Оружие оказалось довольно тяжелым. Явно не бутафория, не магазинный сувенир. И кстати, с казачьей шашкой клинок не имел ничего общего. Оплетенная тонкими кожаными ремешками рукоять удобно легла в ладонь. Косов, придерживая локтем автомат под мышкой, потащил клинок из ножен.

М-да, дела! На заточенной стали блеснуло солнце. Простая и незатейливая, откровенно грубая даже работа. Ни полировки, ни гравировки, ни насечки, ни каких-либо других украшений. К тому же лезвие портили многочисленные щербинки на острой рубящей кромке. Но они же придавали оружию то ощущение подлинной реалистичности, которого никогда не почувствуешь, держа в руках сувенирные копии старинных клинков.
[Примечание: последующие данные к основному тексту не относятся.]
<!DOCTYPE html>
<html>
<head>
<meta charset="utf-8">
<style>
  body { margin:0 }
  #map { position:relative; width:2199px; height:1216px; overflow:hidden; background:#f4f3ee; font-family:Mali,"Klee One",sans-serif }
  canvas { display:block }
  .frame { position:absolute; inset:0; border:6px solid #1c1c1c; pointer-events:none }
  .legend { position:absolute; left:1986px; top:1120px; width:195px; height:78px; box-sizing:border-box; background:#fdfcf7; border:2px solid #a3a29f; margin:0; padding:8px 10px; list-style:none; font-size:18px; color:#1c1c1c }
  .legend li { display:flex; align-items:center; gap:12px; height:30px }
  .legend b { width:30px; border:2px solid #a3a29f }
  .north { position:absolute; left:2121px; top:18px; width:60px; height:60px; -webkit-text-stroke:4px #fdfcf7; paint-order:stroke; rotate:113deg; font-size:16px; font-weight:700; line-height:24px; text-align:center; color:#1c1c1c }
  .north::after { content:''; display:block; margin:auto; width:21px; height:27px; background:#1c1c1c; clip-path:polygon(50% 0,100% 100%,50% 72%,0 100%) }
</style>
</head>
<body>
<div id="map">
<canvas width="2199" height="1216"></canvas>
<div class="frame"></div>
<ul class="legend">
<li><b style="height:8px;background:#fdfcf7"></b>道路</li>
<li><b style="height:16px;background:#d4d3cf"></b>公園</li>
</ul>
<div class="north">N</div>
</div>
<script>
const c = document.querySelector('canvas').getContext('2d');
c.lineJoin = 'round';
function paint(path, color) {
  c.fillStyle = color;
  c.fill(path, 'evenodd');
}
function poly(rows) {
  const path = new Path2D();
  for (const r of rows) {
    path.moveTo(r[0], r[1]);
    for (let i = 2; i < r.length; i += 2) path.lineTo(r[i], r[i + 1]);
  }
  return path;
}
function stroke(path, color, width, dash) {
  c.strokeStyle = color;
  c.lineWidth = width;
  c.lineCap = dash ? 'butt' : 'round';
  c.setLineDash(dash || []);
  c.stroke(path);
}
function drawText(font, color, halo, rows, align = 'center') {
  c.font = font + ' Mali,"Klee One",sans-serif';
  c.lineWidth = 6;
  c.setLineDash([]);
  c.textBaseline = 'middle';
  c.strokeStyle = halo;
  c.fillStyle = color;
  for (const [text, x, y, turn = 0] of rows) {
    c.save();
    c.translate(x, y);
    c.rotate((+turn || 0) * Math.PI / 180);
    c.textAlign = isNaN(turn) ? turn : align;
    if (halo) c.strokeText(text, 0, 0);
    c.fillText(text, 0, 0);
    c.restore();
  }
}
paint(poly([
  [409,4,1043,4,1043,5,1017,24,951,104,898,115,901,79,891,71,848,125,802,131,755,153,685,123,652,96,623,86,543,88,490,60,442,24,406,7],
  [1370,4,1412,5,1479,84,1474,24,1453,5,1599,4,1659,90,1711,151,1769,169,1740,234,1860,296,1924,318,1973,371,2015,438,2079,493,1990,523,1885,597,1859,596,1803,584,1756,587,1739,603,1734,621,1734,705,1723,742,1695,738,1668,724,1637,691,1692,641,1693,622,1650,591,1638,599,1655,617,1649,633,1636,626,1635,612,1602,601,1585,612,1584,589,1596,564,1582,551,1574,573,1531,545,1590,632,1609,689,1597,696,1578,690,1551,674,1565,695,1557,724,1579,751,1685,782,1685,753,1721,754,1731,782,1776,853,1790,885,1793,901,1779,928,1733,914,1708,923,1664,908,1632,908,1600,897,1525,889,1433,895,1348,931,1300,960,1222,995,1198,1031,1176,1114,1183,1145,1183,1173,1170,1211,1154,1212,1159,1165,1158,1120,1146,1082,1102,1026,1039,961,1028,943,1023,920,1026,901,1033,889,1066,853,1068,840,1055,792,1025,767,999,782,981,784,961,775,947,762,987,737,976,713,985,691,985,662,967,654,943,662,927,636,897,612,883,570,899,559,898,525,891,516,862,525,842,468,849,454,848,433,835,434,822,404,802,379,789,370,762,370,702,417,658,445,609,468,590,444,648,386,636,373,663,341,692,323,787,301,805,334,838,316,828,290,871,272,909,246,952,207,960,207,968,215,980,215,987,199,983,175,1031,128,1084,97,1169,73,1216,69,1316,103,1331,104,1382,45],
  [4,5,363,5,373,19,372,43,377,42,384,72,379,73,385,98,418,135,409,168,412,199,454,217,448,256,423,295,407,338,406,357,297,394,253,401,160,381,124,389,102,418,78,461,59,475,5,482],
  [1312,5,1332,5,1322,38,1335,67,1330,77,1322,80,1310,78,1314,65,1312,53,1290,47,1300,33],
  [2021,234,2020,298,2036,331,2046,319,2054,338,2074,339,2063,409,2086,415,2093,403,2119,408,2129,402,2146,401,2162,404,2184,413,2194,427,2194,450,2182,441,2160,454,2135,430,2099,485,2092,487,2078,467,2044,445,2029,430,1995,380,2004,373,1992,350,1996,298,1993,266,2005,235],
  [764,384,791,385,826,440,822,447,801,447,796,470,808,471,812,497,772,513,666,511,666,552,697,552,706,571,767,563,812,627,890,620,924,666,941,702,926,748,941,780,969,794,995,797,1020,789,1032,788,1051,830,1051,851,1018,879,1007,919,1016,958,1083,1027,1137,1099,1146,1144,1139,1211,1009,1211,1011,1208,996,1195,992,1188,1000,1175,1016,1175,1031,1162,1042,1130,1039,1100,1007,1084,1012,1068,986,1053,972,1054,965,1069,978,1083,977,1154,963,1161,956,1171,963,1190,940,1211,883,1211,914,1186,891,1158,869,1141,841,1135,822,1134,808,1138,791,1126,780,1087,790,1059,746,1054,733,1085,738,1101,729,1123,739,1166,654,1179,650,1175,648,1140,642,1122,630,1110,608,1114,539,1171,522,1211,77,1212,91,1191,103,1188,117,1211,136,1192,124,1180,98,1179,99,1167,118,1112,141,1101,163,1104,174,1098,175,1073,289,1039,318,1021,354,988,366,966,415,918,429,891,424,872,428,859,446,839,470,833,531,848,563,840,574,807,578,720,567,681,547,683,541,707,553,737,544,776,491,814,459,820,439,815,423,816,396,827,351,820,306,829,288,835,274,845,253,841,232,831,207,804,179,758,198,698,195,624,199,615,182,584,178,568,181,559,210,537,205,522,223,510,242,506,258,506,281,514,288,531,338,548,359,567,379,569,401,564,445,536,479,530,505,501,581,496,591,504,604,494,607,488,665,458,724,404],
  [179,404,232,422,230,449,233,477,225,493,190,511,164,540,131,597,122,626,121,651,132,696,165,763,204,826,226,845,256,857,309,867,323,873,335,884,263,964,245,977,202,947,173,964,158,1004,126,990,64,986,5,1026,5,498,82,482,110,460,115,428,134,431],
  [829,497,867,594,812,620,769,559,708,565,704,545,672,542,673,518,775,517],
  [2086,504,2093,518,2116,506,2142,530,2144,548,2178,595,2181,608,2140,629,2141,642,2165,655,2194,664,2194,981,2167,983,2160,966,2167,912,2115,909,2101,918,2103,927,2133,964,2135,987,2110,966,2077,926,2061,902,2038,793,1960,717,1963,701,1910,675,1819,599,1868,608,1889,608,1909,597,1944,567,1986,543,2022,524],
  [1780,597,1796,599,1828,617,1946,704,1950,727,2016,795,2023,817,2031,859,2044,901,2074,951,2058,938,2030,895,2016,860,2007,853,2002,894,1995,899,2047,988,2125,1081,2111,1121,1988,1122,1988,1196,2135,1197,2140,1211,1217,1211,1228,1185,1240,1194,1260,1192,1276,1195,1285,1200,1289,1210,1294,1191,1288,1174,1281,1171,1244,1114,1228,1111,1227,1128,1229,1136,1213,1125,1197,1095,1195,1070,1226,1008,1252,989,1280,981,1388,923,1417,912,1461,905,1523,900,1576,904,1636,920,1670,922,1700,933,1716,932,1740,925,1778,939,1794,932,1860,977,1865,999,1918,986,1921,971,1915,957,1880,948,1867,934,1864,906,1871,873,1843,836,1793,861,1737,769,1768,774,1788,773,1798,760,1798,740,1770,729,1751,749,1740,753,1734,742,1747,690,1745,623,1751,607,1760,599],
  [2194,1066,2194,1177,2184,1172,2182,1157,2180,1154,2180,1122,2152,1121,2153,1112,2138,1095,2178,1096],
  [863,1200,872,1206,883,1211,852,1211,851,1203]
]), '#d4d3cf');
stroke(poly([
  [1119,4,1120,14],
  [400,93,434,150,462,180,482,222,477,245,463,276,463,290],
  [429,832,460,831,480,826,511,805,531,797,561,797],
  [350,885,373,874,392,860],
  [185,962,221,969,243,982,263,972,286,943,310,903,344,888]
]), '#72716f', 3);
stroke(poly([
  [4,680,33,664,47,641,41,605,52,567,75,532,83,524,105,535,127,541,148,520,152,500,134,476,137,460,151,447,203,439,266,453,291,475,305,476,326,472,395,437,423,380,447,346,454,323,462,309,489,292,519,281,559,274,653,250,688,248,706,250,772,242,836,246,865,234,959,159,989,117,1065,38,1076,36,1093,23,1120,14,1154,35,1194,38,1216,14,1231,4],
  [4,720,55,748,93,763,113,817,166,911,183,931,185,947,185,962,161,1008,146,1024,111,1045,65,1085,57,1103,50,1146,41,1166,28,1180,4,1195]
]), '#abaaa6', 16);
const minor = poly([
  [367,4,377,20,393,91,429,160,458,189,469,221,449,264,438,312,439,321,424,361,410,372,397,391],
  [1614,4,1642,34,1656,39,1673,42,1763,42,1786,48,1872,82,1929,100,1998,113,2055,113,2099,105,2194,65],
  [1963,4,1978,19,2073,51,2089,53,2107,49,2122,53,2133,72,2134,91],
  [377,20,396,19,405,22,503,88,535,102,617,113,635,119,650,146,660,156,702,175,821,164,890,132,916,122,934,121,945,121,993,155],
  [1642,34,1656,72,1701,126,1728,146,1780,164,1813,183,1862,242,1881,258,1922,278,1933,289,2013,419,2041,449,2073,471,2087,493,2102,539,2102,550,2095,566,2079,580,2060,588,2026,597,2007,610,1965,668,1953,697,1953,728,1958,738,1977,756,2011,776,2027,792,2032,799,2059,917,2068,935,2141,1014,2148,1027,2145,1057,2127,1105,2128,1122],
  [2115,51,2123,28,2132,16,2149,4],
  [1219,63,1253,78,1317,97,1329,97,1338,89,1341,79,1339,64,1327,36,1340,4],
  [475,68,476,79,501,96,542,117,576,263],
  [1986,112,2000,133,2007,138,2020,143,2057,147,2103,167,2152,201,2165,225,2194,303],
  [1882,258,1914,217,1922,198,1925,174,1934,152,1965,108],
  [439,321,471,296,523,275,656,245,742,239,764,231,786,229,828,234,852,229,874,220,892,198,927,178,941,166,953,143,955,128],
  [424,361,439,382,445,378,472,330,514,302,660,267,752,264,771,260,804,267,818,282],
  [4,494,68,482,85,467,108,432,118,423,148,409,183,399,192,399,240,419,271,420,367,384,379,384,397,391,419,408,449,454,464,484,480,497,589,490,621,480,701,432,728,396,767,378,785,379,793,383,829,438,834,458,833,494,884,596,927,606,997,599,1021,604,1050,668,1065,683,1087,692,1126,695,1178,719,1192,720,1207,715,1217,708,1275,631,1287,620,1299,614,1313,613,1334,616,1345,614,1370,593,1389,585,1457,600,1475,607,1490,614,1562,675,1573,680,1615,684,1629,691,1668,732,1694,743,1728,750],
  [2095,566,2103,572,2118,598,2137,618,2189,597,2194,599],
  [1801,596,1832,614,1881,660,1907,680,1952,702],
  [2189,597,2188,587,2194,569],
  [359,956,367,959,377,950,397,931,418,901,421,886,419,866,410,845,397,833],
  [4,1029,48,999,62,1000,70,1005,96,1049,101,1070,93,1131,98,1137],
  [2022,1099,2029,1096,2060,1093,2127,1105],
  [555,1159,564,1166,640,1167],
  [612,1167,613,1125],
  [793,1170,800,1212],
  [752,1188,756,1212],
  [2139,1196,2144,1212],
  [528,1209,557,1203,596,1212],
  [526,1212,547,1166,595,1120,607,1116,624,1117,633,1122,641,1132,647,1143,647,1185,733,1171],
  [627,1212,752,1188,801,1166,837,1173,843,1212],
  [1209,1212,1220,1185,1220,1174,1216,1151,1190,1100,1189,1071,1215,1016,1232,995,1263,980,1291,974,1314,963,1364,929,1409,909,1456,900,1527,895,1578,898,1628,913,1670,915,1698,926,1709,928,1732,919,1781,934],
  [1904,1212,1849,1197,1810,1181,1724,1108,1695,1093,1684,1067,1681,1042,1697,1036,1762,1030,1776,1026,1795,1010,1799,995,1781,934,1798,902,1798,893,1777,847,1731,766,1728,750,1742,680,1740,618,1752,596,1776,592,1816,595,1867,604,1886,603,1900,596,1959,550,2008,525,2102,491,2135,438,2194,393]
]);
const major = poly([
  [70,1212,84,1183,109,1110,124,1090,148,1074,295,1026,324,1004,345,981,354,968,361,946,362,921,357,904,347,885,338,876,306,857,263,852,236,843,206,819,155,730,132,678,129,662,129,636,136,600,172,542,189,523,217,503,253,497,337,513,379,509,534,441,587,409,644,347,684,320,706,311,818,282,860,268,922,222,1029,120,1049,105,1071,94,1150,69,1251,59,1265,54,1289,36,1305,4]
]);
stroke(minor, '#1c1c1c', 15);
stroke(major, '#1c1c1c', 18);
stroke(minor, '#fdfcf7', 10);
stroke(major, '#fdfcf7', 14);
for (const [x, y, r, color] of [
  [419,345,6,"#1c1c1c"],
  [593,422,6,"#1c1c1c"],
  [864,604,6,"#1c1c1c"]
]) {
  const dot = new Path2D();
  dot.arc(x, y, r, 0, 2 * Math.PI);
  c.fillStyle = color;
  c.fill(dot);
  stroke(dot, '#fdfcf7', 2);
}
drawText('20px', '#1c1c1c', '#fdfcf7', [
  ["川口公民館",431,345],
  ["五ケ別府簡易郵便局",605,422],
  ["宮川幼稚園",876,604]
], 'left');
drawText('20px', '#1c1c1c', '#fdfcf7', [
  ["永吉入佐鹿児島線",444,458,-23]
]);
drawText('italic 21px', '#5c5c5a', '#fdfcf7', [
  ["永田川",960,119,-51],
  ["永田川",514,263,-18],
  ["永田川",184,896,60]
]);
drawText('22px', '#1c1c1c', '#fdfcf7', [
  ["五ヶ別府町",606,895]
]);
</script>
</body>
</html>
Впечатление было такое, будто этим мечом жестоко рубились, и притом не единожды.

Над ухом шумно задышал заглядывавший через плечо Грачев.

— Ах-хьеть! — пробормотал сержант. — Как настоящий!

— Угу, — хмуро буркнул Косов.

Меч казался каким-то уж СЛИШКОМ настоящим. Как и прочее холодное оружие незнакомцев. На вид оно вполне годилось для убийства.

Косов бросил клинок на асфальт и взялся обеими руками за автомат. Милиционеры, окружавшие всадников, тоже посерьезнели. Грач взял на мушку ближайшего конника.

Лязгнули затворы. Щелкнули предохранители. Однако ни пеший бородач, ни конные азиаты на эти звуки никак не отреагировали.

Ну, точно, психи обкуренные! Ишь, спокойные какие. Будто и не считают милицейский складной калаш за серьезное оружие. А напрасно. С ближней дистанции и из такой машинки можно всех изрешетить в два счета. С конягами вместе. Стволов — хватало. Полномочий — тоже.

— Значит так, мужики. Все оружие, — Косов мазнул коротким автоматным стволом по копьям, саблям и лукам, — сюда!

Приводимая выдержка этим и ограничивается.